**ACTIVITY**
Nothing should be left out: output all of the entries exactly.

**Saved entries**

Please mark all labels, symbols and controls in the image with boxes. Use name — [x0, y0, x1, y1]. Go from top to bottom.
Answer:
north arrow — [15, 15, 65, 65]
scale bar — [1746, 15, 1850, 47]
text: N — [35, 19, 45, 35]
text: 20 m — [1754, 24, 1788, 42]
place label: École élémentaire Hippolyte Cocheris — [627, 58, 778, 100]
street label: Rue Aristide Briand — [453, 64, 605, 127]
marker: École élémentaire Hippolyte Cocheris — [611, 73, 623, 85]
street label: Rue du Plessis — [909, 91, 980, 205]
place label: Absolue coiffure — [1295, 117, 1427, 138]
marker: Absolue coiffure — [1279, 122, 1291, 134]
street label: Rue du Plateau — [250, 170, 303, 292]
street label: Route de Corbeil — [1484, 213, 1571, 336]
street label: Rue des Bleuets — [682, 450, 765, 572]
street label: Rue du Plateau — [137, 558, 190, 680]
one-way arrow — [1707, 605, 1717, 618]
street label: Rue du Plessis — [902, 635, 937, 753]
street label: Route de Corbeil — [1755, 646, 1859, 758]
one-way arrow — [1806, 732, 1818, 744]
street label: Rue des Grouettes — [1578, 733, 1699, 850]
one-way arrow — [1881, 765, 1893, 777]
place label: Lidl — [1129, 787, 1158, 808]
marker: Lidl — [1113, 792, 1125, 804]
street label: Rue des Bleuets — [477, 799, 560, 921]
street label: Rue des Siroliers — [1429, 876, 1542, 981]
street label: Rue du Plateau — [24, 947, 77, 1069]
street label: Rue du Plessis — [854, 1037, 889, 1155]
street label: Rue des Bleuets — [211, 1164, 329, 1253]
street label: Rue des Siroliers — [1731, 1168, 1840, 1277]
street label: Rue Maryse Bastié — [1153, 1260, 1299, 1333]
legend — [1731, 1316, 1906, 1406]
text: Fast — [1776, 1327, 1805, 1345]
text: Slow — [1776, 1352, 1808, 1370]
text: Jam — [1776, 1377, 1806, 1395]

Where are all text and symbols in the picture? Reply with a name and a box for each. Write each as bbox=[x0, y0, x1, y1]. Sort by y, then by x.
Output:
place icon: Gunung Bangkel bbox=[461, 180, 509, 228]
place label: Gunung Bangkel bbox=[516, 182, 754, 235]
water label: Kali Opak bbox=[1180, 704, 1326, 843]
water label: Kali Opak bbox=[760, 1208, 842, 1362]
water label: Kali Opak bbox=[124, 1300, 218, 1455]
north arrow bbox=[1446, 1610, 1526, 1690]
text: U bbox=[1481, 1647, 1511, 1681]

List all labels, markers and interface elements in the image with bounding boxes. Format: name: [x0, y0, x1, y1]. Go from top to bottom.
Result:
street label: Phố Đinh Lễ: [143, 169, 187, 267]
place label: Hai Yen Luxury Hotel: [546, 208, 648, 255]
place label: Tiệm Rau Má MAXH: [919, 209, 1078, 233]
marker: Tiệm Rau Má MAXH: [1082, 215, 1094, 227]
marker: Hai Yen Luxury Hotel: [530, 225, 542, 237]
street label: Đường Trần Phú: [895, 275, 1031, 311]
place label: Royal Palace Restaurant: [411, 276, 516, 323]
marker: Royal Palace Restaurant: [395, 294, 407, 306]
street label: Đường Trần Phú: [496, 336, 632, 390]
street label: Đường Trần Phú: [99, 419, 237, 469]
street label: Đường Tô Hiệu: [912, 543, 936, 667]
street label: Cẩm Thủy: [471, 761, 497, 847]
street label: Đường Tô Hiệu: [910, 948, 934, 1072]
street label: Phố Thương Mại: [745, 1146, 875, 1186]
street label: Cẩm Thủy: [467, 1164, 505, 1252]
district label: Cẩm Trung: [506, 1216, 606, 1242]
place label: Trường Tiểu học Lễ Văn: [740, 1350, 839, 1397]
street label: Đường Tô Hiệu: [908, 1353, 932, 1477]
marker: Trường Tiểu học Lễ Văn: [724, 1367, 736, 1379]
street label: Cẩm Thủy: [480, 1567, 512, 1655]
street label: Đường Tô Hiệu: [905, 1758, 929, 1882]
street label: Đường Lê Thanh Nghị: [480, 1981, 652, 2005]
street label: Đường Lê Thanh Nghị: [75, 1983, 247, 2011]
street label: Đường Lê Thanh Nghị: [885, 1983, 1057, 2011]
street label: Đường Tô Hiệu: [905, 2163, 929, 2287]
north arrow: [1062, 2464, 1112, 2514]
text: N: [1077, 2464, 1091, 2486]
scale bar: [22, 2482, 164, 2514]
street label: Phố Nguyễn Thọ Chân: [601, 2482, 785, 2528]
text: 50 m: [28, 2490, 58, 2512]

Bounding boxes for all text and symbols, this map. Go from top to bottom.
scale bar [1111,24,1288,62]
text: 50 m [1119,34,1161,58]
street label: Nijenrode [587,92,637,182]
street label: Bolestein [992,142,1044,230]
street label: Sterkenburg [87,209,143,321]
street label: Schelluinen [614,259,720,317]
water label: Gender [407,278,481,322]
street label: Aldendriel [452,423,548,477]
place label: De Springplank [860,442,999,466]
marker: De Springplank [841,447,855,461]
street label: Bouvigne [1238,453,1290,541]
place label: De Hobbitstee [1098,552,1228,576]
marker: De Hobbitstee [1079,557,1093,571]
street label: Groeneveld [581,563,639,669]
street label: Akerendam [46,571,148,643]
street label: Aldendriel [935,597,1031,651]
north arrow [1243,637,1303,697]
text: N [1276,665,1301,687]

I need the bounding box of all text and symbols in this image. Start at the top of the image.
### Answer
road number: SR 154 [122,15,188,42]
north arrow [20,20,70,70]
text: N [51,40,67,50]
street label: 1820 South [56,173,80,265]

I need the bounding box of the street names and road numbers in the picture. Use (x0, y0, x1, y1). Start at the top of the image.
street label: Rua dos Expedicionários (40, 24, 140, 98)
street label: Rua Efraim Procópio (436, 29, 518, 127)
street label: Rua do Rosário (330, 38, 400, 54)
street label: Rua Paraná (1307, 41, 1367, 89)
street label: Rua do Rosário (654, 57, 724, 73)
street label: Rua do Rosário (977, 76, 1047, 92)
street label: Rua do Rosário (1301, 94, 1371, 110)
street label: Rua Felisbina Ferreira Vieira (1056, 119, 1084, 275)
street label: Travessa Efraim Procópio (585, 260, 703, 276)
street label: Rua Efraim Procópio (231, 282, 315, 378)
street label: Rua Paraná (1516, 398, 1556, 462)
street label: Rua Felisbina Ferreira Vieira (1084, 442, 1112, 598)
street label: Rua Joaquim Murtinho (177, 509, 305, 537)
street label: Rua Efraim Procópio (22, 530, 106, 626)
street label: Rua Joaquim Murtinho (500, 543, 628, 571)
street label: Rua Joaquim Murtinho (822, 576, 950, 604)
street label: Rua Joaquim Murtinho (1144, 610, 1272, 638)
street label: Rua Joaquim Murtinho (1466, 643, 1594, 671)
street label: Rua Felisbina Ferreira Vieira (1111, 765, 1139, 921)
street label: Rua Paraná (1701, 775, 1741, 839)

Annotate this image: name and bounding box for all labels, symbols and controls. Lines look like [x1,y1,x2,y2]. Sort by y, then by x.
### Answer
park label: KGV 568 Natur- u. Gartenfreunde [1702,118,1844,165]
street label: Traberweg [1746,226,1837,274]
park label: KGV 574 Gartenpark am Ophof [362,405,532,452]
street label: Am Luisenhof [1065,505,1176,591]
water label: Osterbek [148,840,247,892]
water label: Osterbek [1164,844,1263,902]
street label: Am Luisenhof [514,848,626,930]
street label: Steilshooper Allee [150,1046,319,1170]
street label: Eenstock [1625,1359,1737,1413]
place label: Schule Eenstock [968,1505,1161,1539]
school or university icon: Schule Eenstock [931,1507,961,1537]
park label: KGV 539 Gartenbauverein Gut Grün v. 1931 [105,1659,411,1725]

**EXERCISE SOLUTION**
Please mark all labels, symbols and controls in the image with boxes. Use name — [x0, y0, x1, y1]. Go from top to bottom.
Answer:
north arrow — [15, 15, 65, 65]
scale bar — [1746, 15, 1850, 47]
text: N — [35, 19, 45, 35]
text: 20 m — [1754, 24, 1788, 42]
place label: École élémentaire Hippolyte Cocheris — [627, 58, 778, 100]
street label: Rue Aristide Briand — [453, 64, 605, 127]
marker: École élémentaire Hippolyte Cocheris — [611, 73, 623, 85]
street label: Rue du Plessis — [909, 91, 980, 205]
place label: Absolue coiffure — [1295, 117, 1427, 138]
marker: Absolue coiffure — [1279, 122, 1291, 134]
street label: Rue du Plateau — [250, 170, 303, 292]
street label: Route de Corbeil — [1484, 213, 1571, 336]
street label: Rue des Bleuets — [682, 450, 765, 572]
street label: Rue du Plateau — [137, 558, 190, 680]
one-way arrow — [1707, 605, 1717, 618]
street label: Rue du Plessis — [902, 635, 937, 753]
street label: Route de Corbeil — [1755, 646, 1859, 758]
one-way arrow — [1806, 732, 1818, 744]
street label: Rue des Grouettes — [1578, 733, 1699, 850]
one-way arrow — [1881, 765, 1893, 777]
place label: Lidl — [1129, 787, 1158, 808]
marker: Lidl — [1113, 792, 1125, 804]
street label: Rue des Bleuets — [477, 799, 560, 921]
street label: Rue des Siroliers — [1429, 876, 1542, 981]
street label: Rue du Plateau — [24, 947, 77, 1069]
street label: Rue du Plessis — [854, 1037, 889, 1155]
street label: Rue des Bleuets — [211, 1164, 329, 1253]
street label: Rue des Siroliers — [1731, 1168, 1840, 1277]
street label: Rue Maryse Bastié — [1153, 1260, 1299, 1333]
legend — [1731, 1316, 1906, 1406]
text: Fast — [1776, 1327, 1805, 1345]
text: Slow — [1776, 1352, 1808, 1370]
text: Jam — [1776, 1377, 1806, 1395]

Where are all text and symbols in the picture? Reply with a name and a box for each. Write each as bbox=[x0, y0, x1, y1]. Sort by y, then by x.
Output:
place icon: Gunung Bangkel bbox=[461, 180, 509, 228]
place label: Gunung Bangkel bbox=[516, 182, 754, 235]
water label: Kali Opak bbox=[1180, 704, 1326, 843]
water label: Kali Opak bbox=[760, 1208, 842, 1362]
water label: Kali Opak bbox=[124, 1300, 218, 1455]
north arrow bbox=[1446, 1610, 1526, 1690]
text: U bbox=[1481, 1647, 1511, 1681]

List all labels, markers and interface elements in the image with bounding boxes. Format: name: [x0, y0, x1, y1]. Go from top to bottom.
Result:
street label: Phố Đinh Lễ: [143, 169, 187, 267]
place label: Hai Yen Luxury Hotel: [546, 208, 648, 255]
place label: Tiệm Rau Má MAXH: [919, 209, 1078, 233]
marker: Tiệm Rau Má MAXH: [1082, 215, 1094, 227]
marker: Hai Yen Luxury Hotel: [530, 225, 542, 237]
street label: Đường Trần Phú: [895, 275, 1031, 311]
place label: Royal Palace Restaurant: [411, 276, 516, 323]
marker: Royal Palace Restaurant: [395, 294, 407, 306]
street label: Đường Trần Phú: [496, 336, 632, 390]
street label: Đường Trần Phú: [99, 419, 237, 469]
street label: Đường Tô Hiệu: [912, 543, 936, 667]
street label: Cẩm Thủy: [471, 761, 497, 847]
street label: Đường Tô Hiệu: [910, 948, 934, 1072]
street label: Phố Thương Mại: [745, 1146, 875, 1186]
street label: Cẩm Thủy: [467, 1164, 505, 1252]
district label: Cẩm Trung: [506, 1216, 606, 1242]
place label: Trường Tiểu học Lễ Văn: [740, 1350, 839, 1397]
street label: Đường Tô Hiệu: [908, 1353, 932, 1477]
marker: Trường Tiểu học Lễ Văn: [724, 1367, 736, 1379]
street label: Cẩm Thủy: [480, 1567, 512, 1655]
street label: Đường Tô Hiệu: [905, 1758, 929, 1882]
street label: Đường Lê Thanh Nghị: [480, 1981, 652, 2005]
street label: Đường Lê Thanh Nghị: [75, 1983, 247, 2011]
street label: Đường Lê Thanh Nghị: [885, 1983, 1057, 2011]
street label: Đường Tô Hiệu: [905, 2163, 929, 2287]
north arrow: [1062, 2464, 1112, 2514]
text: N: [1077, 2464, 1091, 2486]
scale bar: [22, 2482, 164, 2514]
street label: Phố Nguyễn Thọ Chân: [601, 2482, 785, 2528]
text: 50 m: [28, 2490, 58, 2512]

Bounding boxes for all text and symbols, this map. Go from top to bottom.
scale bar [1111,24,1288,62]
text: 50 m [1119,34,1161,58]
street label: Nijenrode [587,92,637,182]
street label: Bolestein [992,142,1044,230]
street label: Sterkenburg [87,209,143,321]
street label: Schelluinen [614,259,720,317]
water label: Gender [407,278,481,322]
street label: Aldendriel [452,423,548,477]
place label: De Springplank [860,442,999,466]
marker: De Springplank [841,447,855,461]
street label: Bouvigne [1238,453,1290,541]
place label: De Hobbitstee [1098,552,1228,576]
marker: De Hobbitstee [1079,557,1093,571]
street label: Groeneveld [581,563,639,669]
street label: Akerendam [46,571,148,643]
street label: Aldendriel [935,597,1031,651]
north arrow [1243,637,1303,697]
text: N [1276,665,1301,687]

I need the bounding box of all text and symbols in this image. Start at the top of the image.
### Answer
road number: SR 154 [122,15,188,42]
north arrow [20,20,70,70]
text: N [51,40,67,50]
street label: 1820 South [56,173,80,265]

I need the bounding box of the street names and road numbers in the picture. Use (x0, y0, x1, y1). Start at the top of the image.
street label: Rua dos Expedicionários (40, 24, 140, 98)
street label: Rua Efraim Procópio (436, 29, 518, 127)
street label: Rua do Rosário (330, 38, 400, 54)
street label: Rua Paraná (1307, 41, 1367, 89)
street label: Rua do Rosário (654, 57, 724, 73)
street label: Rua do Rosário (977, 76, 1047, 92)
street label: Rua do Rosário (1301, 94, 1371, 110)
street label: Rua Felisbina Ferreira Vieira (1056, 119, 1084, 275)
street label: Travessa Efraim Procópio (585, 260, 703, 276)
street label: Rua Efraim Procópio (231, 282, 315, 378)
street label: Rua Paraná (1516, 398, 1556, 462)
street label: Rua Felisbina Ferreira Vieira (1084, 442, 1112, 598)
street label: Rua Joaquim Murtinho (177, 509, 305, 537)
street label: Rua Efraim Procópio (22, 530, 106, 626)
street label: Rua Joaquim Murtinho (500, 543, 628, 571)
street label: Rua Joaquim Murtinho (822, 576, 950, 604)
street label: Rua Joaquim Murtinho (1144, 610, 1272, 638)
street label: Rua Joaquim Murtinho (1466, 643, 1594, 671)
street label: Rua Felisbina Ferreira Vieira (1111, 765, 1139, 921)
street label: Rua Paraná (1701, 775, 1741, 839)

Annotate this image: name and bounding box for all labels, symbols and controls. Lines look like [x1,y1,x2,y2]. Sort by y, then by x.
### Answer
park label: KGV 568 Natur- u. Gartenfreunde [1702,118,1844,165]
street label: Traberweg [1746,226,1837,274]
park label: KGV 574 Gartenpark am Ophof [362,405,532,452]
street label: Am Luisenhof [1065,505,1176,591]
water label: Osterbek [148,840,247,892]
water label: Osterbek [1164,844,1263,902]
street label: Am Luisenhof [514,848,626,930]
street label: Steilshooper Allee [150,1046,319,1170]
street label: Eenstock [1625,1359,1737,1413]
place label: Schule Eenstock [968,1505,1161,1539]
school or university icon: Schule Eenstock [931,1507,961,1537]
park label: KGV 539 Gartenbauverein Gut Grün v. 1931 [105,1659,411,1725]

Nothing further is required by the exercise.